Boyfriend: Heee! (general hilarity ensues)
Me (on a more serious note): You know, I was trying to figure out if McCain was going to grab a pro-choice candidate, or a woman candidate. I knew it’d be one or the other. or BOTH! Now that would have been perfect for him.
Boyfriend: Um, baby. I don’t think there are any pro-choice women Republican candidates.
Me: Oh yeah. Good point…y’know, though, still, if he was gonna pick a woman, there are just SO many more women Republicans of substance and experience–
(Boyfriend is wearing a look of extreme skepticism.)
Me: Okay, not SO many more.
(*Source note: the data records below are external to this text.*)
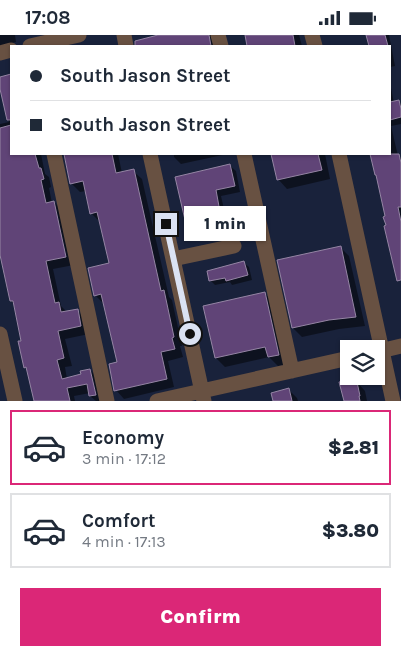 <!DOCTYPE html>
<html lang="en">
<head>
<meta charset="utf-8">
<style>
  body { margin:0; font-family:Karla,sans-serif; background:#f2f2f3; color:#1f2937; height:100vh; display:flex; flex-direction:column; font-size:19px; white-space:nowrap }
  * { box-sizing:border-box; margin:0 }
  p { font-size:16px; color:#747a83 }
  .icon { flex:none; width:28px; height:28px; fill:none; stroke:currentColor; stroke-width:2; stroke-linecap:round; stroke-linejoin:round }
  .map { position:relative; height:366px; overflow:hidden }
  .details { display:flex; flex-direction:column; background:#fff; flex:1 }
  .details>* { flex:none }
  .guide { position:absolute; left:10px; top:10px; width:381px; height:110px; border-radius:0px; box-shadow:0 1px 4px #0004; display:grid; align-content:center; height:110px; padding:0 20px; background:#fff }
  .tools { position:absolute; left:340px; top:305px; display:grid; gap:10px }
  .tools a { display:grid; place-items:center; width:45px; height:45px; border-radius:0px; background:#fff; box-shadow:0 1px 4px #0004; font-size:25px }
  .end { position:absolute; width:22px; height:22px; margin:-11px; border:6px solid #dbe2f3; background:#111; box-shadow:0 0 0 2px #111 }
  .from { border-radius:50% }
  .bubble { position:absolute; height:35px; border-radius:0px; background:#fff; box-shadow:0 1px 4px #0004; font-size:16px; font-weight:800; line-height:35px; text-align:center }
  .guide b { display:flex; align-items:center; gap:18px; height:48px; font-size:19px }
  .guide b+b { border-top:1px solid #e0e1e3 }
  .guide i { width:12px; height:12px; background:#1f2937 }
  ul { padding:9px 0 0; list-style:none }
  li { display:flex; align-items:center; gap:15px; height:75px; margin:0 10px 8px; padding:0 10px; border:2px solid #e0e1e3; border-radius:0px }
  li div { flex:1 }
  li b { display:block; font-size:19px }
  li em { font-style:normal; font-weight:800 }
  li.selected { border-color:#db2777 }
  li>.icon { width:45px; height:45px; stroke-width:1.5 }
  .action { display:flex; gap:10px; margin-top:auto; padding:10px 20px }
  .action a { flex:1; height:58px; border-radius:0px; background:#db2777; color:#fff; font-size:20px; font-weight:800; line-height:58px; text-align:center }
  .status { display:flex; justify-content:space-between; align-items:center; height:35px; padding:0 25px; background:#fff; direction:ltr }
  .status svg { height:14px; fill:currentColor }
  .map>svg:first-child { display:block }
  .shadow { fill:#0007 }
  .building { fill:#604477; stroke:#9585a4 }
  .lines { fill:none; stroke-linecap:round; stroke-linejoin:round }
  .minor { stroke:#685142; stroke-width:15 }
  .route { stroke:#dbe2f3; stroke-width:6 }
</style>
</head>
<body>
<div class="status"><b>17:08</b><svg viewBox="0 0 49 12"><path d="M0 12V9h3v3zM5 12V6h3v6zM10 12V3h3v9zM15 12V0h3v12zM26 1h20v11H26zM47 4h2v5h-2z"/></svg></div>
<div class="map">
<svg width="401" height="366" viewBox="0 0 401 366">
  <rect width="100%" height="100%" fill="#19223b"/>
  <path class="shadow" d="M0,0H15L16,7L0,11Z
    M164,0H216V11H147L145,4Z
    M246,0H299L302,11H249Z
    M368,0H389L395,31L390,32V11H370Z
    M11,41V119H41L45,139L49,142L51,152L49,153L52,168L54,167L62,175L74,230L53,234L61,271L67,277L77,275L85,283L89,299L65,304L72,331L65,332L67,344L82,340L90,335L98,343L103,366H96L90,361V358L74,361L75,366H35L28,334L26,332L23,306L14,269L11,266L0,216V89L9,87L0,48V43Z
    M390,48L394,68L399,67L401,69V89L391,91L398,121L401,123V246L397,243L387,191V182L378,142L376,139L371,119H390Z
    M65,119H118L122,138L133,136L142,144L169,262L172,265L182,311H180L183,322L168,326L174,352L124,364L116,355L118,328L104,269L95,260L110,229L100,187L91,178L86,156L80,157L71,148Z
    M174,119H227L181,129L174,122Z
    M273,119H325L330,144L287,154L278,144Z
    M229,130L236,136L240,157L221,161L226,183L192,190L186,184Z
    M340,212L349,221L365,291L339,294L302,302L293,293Z
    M244,228L249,232L252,245L232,250L230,247L215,250L211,246L208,237Z
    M264,258L274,267L287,329L278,331L269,322L225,332L216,323Z
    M355,345L365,356L367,366H345Z
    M289,355L297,363L298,366H274Z"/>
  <path class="building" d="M158,0H209L211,11H135V6Z
    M245,0H293L295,11H247Z
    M366,0H385L388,11H369Z
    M11,39V85H7L0,54V42Z
    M399,65L401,74V82L390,85V67Z
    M11,90V119H35L39,133H41L44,144L41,145L46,168L54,166L66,222L46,226L55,268L59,267L61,277L78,274L81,291L58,296L64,323L57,325L62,344L81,339L80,336L90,334L96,360L89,361L87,349L67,353L70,366H34L26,332L24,333L18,306H21L13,266H10L0,220V93Z
    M64,119H112L116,138L134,134L161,256L164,255L174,302L172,303L175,314L161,317L167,344L114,356L109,329L117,327L101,259L94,261L88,233L109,228L97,177L90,179L83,146L70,149Z
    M271,119H318L322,135L277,145Z
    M370,119H399L401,128V172H398L401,187V245L397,246L384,191L386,190L383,182L385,181L376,140H375Z
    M230,129L235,151L216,155L220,177L185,185L175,142Z
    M341,211L356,282L329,285L292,293L277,225Z
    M244,226L248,240L226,246L225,243L209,246L207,236Z
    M265,257L279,320L268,322L265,312L215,323L203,271Z
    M355,343L356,347H357L360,361H359L360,366H344L339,347Z
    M289,353L292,366H273L271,358Z"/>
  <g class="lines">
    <path class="minor" d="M124,0L126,11
      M218,0L221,11
      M312,0L315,11
      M30,11L79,0
      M0,18L11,15
      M54,119L107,366
      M150,119L204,366
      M244,119L292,336
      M339,119L393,366
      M173,224L234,211
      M0,299L15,366
      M376,317L401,311
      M157,366L349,323"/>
  </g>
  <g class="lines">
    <path class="route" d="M166,189L190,299"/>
  </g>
</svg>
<div class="tools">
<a><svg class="icon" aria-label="layers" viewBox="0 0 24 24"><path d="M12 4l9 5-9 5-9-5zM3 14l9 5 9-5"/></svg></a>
</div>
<i class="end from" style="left:190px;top:299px"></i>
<i class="end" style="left:166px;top:189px"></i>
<div class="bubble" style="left:184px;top:171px;width:82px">1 min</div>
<div class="guide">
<b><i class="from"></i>South Jason Street</b>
<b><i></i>South Jason Street</b>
</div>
</div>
<section class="details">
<ul>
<li class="selected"><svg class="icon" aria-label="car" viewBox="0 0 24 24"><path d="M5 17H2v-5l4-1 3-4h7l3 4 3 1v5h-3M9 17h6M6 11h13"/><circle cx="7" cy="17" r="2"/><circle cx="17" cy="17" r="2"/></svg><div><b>Economy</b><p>3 min · 17:12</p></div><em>$2.81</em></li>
<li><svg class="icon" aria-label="car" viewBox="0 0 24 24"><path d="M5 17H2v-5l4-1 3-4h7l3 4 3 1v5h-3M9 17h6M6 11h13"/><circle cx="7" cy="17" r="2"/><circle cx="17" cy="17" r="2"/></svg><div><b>Comfort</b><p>4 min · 17:13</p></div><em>$3.80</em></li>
</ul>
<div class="action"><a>Confirm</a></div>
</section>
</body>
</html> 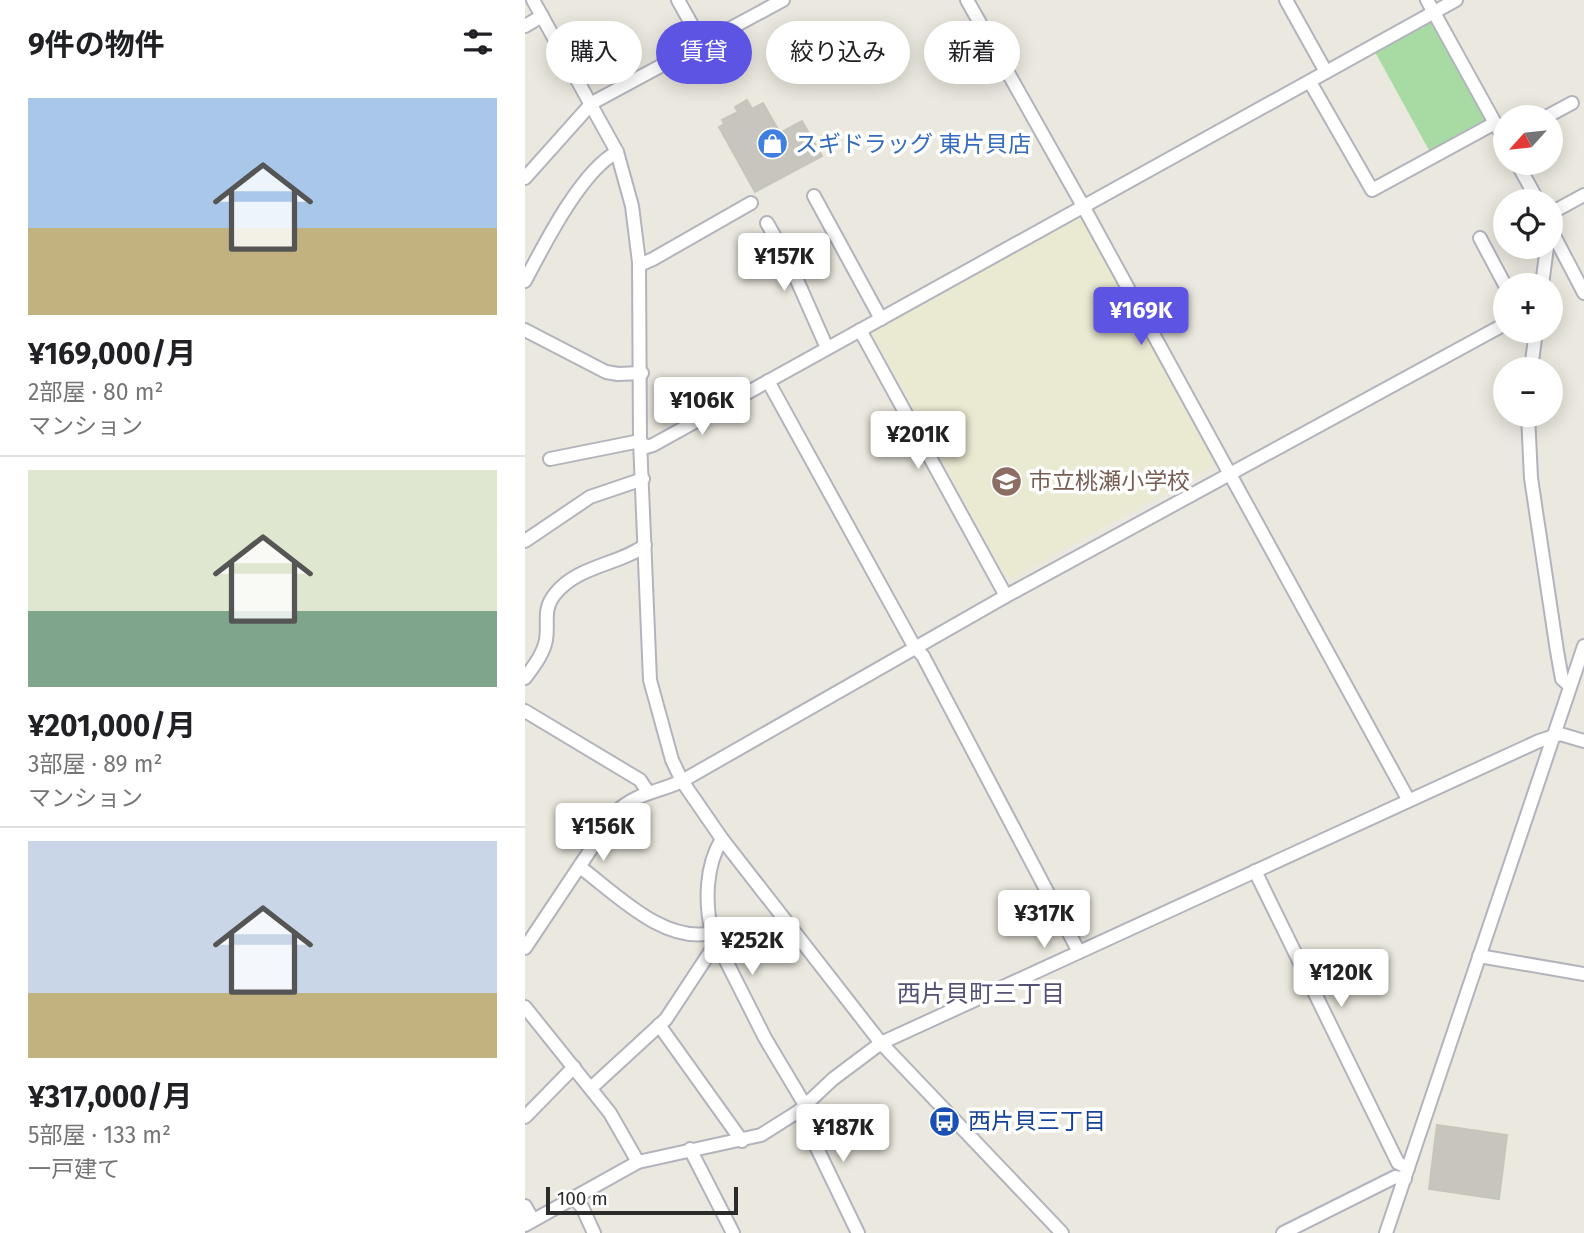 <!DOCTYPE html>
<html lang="ja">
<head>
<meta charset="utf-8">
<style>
  body { margin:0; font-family:"Fira Sans","Noto Sans JP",sans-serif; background:#f2f2f2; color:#202124; height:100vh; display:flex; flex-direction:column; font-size:26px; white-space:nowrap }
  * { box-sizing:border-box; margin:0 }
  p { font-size:23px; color:#757577 }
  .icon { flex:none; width:38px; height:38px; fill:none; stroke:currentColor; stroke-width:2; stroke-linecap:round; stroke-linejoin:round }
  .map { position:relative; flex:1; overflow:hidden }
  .sheet { display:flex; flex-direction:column; background:#fff; width:525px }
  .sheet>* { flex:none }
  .banner { position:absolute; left:21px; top:21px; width:665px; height:63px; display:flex; gap:14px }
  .needle { width:46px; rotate:243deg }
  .controls { position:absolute; left:968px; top:105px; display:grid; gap:14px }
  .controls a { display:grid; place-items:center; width:70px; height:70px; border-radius:50%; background:#fff; box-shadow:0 4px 18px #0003; font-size:35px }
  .scale { position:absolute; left:21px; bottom:18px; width:192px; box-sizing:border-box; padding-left:7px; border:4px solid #2b2b2b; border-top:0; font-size:19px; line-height:24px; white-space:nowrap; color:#2b2b2b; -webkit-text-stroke:5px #fff; paint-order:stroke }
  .price { position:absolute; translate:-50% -60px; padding:0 16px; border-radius:7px; background:#fff; color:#222; font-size:23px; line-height:46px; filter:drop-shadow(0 2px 4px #0008) }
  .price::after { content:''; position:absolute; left:50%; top:42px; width:21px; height:16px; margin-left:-10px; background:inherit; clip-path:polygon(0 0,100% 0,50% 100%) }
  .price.on { background:#5e54e3; color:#fff }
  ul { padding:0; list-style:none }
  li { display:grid; align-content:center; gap:14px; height:371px; padding:0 28px }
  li+li { border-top:2px solid #e0e0e0 }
  li span { display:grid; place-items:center; height:217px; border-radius:0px; color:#555 }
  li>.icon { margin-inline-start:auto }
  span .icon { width:126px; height:126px; fill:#fffc; stroke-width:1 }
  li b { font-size:30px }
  h2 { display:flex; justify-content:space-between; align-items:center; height:84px; padding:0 28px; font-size:30px }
  .chip { padding:0 24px; border-radius:32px; background:#fff; box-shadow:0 4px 18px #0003; font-size:24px; line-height:63px }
  .chip.on { background:#5e54e3; color:#fff }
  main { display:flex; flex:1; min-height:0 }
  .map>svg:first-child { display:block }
</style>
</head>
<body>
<main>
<section class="sheet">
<h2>9件の物件<svg class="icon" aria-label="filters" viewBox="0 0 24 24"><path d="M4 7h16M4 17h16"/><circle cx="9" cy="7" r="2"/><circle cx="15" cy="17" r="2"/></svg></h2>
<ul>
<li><span style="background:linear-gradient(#a9c7e8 60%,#c2b280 0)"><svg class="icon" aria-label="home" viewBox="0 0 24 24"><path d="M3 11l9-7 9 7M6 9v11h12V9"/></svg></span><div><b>¥169,000/月</b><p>2部屋 · 80 m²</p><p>マンション</p></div></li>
<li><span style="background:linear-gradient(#dfe7d0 65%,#7fa58c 0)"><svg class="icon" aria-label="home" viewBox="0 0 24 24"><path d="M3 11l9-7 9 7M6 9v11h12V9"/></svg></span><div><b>¥201,000/月</b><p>3部屋 · 89 m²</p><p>マンション</p></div></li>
<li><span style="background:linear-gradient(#c9d6e8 70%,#c2b280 0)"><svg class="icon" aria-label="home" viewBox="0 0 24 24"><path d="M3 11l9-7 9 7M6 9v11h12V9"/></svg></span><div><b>¥317,000/月</b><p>5部屋 · 133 m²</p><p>一戸建て</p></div></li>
</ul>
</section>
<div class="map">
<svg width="1059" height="1233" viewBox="0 0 1059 1233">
  <rect width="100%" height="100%" fill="#ebe9df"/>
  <path fill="#eae9d1" d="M555 214 692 464 487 578 481 577 347 333V328Z"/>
  <path fill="#a8dba3" d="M907 20 961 122 905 152 850 52Z"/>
  <g fill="#c7c5be" stroke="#c6c5b9" stroke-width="2">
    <path d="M222 100 227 109 238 103 255 133 277 121 297 156 230 192 194 127 199 124 197 120 213 112 210 107Z"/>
    <path d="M912 1125 982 1135 974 1199 904 1189Z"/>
  </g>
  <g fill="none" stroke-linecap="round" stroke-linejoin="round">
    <defs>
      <g id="minor">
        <path d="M8 0 92 152 107 206 114 262 115 441 125 680 147 760 157 781 197 839 356 1043 537 1233"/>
        <path d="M153 0 177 43"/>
        <path d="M442 0 558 206 883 799"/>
        <path d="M761 0 801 72"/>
        <path d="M902 0 980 141"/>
        <path d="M0 26 17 16"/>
        <path d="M785 82 847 190 970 123"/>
        <path d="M1021 117 1047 103"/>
        <path d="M992 163 1013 201"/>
        <path d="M0 178 67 103 258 0"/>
        <path d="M289 196 356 319"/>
        <path d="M1026 213 1059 195"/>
        <path d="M242 223 264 262 302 348"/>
        <path d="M1026 230 1059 293"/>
        <path d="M955 238 980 285"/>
        <path d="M114 262 119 263 128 259 226 203"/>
        <path d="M0 281C19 245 56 171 92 152"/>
        <path d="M1017 285 1022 247"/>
        <path d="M0 330 81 372 93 374 117 373"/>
        <path d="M335 330 481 596"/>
        <path d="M1006 369 1011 331"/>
        <path d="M243 381 389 646 398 656 554 952"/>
        <path d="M1003 415 1006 478 1032 651 1037 679 1045 686"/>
        <path d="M25 459 115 441 121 447 128 445 931 0"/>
        <path d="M0 541 65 497 118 479"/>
        <path d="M0 678C8 667 18 655 21 640 24 622 17 610 30 594 53 565 97 564 120 545"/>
        <path d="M0 711 115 780 123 792"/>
        <path d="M197 839C180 866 180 904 187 933L240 1038 280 1105"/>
        <path d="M55 867C91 894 139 944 187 933"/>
        <path d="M730 871 873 1163 883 1168"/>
        <path d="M0 948 90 813C110 793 134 792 157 781L481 596 980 324"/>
        <path d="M954 956 1059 974"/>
        <path d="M0 1007 85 1113 113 1162"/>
        <path d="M134 1025 217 1141"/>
        <path d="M66 1088 141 1019 191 943"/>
        <path d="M274 1111 333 1233"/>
        <path d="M0 1117 49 1067"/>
        <path d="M165 1149 208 1233"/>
        <path d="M50 1199 57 1207 69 1233"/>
        <path d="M0 1206 8 1220"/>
        <path d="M0 1225 113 1162 236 1135 274 1111 308 1079 356 1043 1014 741 1035 734 1059 741"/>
        <path d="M758 1233 870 1177 880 1179"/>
        <path d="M861 1233 1059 646"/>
      </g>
    </defs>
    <use href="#minor" stroke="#b3b3bd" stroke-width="16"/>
    <use href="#minor" stroke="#fff" stroke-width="12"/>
  </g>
  <defs>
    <symbol id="shop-disc" viewBox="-11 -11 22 22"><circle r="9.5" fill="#3f7fe0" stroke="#fff"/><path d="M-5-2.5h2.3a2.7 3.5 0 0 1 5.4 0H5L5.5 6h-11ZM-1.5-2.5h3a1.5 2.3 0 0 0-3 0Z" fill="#fff"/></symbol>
    <symbol id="school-disc" viewBox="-11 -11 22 22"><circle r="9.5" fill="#8d6e63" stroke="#fff"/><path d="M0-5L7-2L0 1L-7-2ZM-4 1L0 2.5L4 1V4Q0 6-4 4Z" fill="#fff"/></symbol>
    <symbol id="bus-disc" viewBox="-11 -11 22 22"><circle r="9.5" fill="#1a4fb4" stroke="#fff"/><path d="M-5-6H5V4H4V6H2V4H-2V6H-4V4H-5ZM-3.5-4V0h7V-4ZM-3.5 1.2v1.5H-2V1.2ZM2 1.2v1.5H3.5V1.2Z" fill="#fff"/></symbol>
  </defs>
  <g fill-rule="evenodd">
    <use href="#shop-disc" x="230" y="126" width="35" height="35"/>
    <use href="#school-disc" x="464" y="464" width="35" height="35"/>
    <use href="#bus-disc" x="402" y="1104" width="35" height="35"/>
  </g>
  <g text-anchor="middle" stroke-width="7" stroke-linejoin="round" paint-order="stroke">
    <g font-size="23" fill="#366cbe" stroke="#fff" text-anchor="start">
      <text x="270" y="152">スギドラッグ 東片貝店</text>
    </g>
    <g font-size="23" fill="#785e54" stroke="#fff" text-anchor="start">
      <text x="504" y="489">市立桃瀬小学校</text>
    </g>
    <g font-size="23" fill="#164399" stroke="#fff" text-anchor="start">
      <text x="443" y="1129">西片貝三丁目</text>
    </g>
    <g font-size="24" fill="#545176" stroke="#fff">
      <text x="456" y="1002">西片貝町三丁目</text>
    </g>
  </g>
</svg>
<div class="controls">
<a><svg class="needle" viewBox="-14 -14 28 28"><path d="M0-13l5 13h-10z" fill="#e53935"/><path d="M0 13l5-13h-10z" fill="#757577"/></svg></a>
<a><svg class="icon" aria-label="locate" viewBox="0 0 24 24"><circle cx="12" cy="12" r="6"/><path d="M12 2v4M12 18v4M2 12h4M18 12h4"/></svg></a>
<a>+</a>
<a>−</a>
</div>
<div class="scale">100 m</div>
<b class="price" style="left:259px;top:293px">¥157K</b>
<b class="price on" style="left:616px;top:347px">¥169K</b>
<b class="price" style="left:177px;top:437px">¥106K</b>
<b class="price" style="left:393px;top:471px">¥201K</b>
<b class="price" style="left:78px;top:863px">¥156K</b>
<b class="price" style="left:519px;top:950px">¥317K</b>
<b class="price" style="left:227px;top:977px">¥252K</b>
<b class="price" style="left:816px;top:1009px">¥120K</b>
<b class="price" style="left:318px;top:1164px">¥187K</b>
<div class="banner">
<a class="chip">購入</a>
<a class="chip on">賃貸</a>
<a class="chip">絞り込み</a>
<a class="chip">新着</a>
</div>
</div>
</main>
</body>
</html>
But I can think of at least two or three that woulda been more impressive choices for him.
Boyfriend: Heee! Like any of them would want to run on the McCain ticket.
Me: Omg, I bet he DID ask the others. And they were like, Uh, dude…I’d actually like a snowflake’s chance in hell of WINNING the election ticket I’m on…thanks, I’m like SOOOO honored but—
(general hilarity ensues)
The end.
“BF:Heee! Like any of them would want to run on the McCain ticket.
Me: Omg, I bet he DID ask the others. And they were like, Uh, dude…I’d actually like a snowflake’s chance in hell of WINNING the election ticket I’m on…thanks, I’m like SOOOO honored but—”
Ha! I have been trying to figure out WTF. I bet this is it.